Check the entries below for lines with "direction"; report only how many there are.

Stored data →
^^^^

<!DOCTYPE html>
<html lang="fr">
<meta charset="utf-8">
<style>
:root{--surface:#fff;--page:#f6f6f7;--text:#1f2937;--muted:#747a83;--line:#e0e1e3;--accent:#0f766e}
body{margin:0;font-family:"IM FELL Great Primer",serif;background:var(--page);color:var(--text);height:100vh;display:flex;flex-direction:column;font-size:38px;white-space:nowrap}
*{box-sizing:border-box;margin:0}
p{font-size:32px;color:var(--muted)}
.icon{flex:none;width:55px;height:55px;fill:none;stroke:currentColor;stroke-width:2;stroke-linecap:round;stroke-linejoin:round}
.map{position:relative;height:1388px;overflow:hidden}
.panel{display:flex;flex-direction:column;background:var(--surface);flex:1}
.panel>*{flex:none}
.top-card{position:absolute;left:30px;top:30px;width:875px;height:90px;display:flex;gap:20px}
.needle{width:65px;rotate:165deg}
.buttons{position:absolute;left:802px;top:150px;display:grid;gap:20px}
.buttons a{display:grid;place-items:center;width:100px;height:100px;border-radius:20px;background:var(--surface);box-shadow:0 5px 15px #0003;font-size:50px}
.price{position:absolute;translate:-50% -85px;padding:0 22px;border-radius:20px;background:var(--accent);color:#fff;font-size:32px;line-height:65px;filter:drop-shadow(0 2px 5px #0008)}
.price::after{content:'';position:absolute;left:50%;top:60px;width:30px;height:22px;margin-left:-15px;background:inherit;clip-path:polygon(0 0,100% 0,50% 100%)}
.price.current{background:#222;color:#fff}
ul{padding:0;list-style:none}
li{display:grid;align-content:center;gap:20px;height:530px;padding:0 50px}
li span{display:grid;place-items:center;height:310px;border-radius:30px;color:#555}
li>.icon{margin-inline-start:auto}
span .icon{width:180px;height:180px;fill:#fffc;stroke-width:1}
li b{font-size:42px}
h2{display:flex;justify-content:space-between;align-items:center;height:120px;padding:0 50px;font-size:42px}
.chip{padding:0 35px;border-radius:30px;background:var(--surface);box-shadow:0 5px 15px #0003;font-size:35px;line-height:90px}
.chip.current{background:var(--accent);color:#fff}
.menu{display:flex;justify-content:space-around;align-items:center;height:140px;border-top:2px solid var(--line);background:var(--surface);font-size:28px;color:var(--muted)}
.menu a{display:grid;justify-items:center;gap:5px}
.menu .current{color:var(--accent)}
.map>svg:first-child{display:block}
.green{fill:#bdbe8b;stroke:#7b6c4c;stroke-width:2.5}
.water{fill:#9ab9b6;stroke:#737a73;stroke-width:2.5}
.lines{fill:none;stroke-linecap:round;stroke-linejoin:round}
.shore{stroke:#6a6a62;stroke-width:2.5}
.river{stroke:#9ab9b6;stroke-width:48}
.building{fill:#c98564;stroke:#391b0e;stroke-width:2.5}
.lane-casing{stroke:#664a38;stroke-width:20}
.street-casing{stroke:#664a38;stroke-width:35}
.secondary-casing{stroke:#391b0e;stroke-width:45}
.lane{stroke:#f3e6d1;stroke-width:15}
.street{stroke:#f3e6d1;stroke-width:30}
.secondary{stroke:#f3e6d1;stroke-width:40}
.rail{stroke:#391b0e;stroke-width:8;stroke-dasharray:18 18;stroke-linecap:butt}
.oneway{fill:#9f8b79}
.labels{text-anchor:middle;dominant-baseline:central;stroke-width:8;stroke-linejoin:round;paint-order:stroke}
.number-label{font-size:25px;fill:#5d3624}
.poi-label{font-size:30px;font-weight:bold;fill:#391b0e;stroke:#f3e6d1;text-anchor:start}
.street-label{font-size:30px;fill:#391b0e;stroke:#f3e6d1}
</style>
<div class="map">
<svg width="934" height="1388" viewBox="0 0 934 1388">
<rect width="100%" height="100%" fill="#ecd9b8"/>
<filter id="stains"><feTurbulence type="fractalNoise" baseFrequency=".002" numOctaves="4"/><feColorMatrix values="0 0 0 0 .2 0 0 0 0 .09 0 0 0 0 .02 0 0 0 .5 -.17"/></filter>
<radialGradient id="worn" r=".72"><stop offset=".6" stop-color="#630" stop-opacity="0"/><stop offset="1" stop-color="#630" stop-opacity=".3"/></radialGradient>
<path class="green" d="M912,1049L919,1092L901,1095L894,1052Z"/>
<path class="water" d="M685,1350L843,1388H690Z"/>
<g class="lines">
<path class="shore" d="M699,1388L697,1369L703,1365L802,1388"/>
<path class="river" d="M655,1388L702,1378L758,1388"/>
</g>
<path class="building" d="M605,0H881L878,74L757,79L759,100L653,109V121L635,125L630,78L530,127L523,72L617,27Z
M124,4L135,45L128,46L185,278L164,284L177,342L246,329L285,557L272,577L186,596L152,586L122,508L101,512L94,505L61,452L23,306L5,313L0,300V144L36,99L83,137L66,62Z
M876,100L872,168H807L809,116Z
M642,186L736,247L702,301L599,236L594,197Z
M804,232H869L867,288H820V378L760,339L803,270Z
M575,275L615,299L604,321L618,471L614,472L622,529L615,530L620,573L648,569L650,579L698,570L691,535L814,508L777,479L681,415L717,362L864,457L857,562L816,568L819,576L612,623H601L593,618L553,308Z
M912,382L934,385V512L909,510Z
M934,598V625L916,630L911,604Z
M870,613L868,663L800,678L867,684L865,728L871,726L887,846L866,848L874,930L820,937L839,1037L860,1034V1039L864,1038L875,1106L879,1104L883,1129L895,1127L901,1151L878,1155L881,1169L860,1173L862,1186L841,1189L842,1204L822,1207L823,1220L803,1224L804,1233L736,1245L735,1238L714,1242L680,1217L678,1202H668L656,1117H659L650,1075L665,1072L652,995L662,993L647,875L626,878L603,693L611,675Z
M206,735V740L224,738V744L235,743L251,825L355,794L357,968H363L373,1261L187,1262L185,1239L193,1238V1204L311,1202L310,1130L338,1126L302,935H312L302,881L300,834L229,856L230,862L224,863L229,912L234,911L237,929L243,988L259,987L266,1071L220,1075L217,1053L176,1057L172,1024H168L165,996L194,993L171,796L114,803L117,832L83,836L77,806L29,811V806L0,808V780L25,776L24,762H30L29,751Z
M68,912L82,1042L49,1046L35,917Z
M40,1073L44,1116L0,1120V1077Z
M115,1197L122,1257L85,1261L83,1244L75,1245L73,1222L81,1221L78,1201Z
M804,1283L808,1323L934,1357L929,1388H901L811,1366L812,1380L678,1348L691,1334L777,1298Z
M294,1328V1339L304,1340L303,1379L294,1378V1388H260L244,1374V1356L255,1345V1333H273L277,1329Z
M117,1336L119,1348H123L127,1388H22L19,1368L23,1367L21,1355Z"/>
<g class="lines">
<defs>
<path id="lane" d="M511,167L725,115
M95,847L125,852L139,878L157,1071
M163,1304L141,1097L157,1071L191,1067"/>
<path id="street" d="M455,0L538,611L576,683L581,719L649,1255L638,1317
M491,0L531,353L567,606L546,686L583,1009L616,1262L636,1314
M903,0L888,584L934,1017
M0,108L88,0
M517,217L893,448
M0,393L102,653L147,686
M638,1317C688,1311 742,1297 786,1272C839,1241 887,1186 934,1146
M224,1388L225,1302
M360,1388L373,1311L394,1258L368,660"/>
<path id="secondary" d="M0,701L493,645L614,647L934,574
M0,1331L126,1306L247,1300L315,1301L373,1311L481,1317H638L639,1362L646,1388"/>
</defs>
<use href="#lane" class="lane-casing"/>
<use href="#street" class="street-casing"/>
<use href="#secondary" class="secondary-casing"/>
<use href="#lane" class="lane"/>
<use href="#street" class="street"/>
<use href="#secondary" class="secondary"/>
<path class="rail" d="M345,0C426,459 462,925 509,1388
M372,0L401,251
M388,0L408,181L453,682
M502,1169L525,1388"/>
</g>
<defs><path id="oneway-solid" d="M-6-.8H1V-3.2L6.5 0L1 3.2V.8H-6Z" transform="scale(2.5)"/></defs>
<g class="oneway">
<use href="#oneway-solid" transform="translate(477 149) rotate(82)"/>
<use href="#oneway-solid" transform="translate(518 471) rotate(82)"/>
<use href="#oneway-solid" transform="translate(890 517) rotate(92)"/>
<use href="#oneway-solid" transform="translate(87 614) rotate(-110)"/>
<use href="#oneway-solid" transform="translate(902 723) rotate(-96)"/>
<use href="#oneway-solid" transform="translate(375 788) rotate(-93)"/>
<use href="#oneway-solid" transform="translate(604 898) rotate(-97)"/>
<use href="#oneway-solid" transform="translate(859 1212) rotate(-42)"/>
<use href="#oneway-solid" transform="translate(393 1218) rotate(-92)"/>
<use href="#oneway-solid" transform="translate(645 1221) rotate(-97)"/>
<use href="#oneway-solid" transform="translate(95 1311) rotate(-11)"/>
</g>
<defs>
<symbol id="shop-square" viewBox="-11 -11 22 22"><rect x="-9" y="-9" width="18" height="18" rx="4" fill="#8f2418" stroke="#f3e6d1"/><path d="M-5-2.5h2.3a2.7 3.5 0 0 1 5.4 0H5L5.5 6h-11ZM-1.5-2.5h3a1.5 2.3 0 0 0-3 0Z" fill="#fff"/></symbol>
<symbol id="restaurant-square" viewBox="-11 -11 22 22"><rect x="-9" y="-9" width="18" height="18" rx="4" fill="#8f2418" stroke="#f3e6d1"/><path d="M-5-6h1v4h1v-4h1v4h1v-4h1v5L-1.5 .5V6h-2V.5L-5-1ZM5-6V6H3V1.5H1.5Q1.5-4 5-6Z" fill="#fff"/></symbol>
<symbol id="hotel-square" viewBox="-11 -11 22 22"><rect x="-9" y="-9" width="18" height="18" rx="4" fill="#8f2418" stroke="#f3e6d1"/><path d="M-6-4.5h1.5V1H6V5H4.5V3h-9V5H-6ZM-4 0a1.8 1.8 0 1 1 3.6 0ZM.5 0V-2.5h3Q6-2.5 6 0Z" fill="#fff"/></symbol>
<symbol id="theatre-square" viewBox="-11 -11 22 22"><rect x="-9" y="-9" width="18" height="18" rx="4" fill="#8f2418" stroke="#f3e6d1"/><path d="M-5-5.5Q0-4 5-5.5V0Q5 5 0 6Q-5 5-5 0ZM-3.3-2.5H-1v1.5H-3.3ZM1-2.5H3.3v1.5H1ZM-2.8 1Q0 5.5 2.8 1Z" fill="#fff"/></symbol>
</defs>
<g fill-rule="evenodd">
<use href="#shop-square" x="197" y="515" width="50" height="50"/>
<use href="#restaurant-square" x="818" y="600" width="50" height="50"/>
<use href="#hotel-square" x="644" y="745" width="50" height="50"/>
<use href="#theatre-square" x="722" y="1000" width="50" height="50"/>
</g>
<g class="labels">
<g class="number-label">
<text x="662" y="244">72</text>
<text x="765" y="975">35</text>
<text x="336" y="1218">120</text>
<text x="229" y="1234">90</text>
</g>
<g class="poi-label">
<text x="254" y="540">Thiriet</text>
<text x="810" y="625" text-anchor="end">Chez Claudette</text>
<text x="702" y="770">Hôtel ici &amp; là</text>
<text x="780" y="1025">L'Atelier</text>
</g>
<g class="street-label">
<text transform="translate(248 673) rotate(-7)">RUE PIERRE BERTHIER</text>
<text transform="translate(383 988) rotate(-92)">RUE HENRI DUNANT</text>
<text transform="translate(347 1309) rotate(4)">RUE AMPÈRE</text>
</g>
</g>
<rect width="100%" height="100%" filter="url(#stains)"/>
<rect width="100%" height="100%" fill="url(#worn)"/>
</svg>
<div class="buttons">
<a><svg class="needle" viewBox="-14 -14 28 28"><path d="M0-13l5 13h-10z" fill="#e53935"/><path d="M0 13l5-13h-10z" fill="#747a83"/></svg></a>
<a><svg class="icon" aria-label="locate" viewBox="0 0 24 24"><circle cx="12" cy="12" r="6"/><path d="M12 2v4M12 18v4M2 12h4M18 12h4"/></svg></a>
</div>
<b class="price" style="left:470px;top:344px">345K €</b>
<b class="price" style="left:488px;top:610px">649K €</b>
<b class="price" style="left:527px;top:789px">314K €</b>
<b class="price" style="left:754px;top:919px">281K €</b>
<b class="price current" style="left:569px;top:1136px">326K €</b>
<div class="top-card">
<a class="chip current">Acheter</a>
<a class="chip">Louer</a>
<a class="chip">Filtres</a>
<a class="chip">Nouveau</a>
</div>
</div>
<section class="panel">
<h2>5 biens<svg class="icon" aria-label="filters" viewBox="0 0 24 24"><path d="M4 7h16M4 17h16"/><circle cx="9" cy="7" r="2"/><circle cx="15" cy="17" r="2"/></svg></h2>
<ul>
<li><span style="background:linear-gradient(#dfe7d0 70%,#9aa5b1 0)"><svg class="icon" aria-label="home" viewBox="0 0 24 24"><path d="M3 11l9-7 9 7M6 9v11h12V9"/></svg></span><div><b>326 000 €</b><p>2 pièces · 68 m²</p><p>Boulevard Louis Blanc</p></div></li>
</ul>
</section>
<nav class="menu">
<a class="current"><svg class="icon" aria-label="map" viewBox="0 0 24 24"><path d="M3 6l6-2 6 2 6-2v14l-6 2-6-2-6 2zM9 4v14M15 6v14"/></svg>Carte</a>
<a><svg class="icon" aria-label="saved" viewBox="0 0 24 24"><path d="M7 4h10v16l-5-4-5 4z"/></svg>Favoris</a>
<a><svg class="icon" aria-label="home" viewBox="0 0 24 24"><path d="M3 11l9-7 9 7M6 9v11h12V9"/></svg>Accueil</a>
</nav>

^^^^

Task answer →
2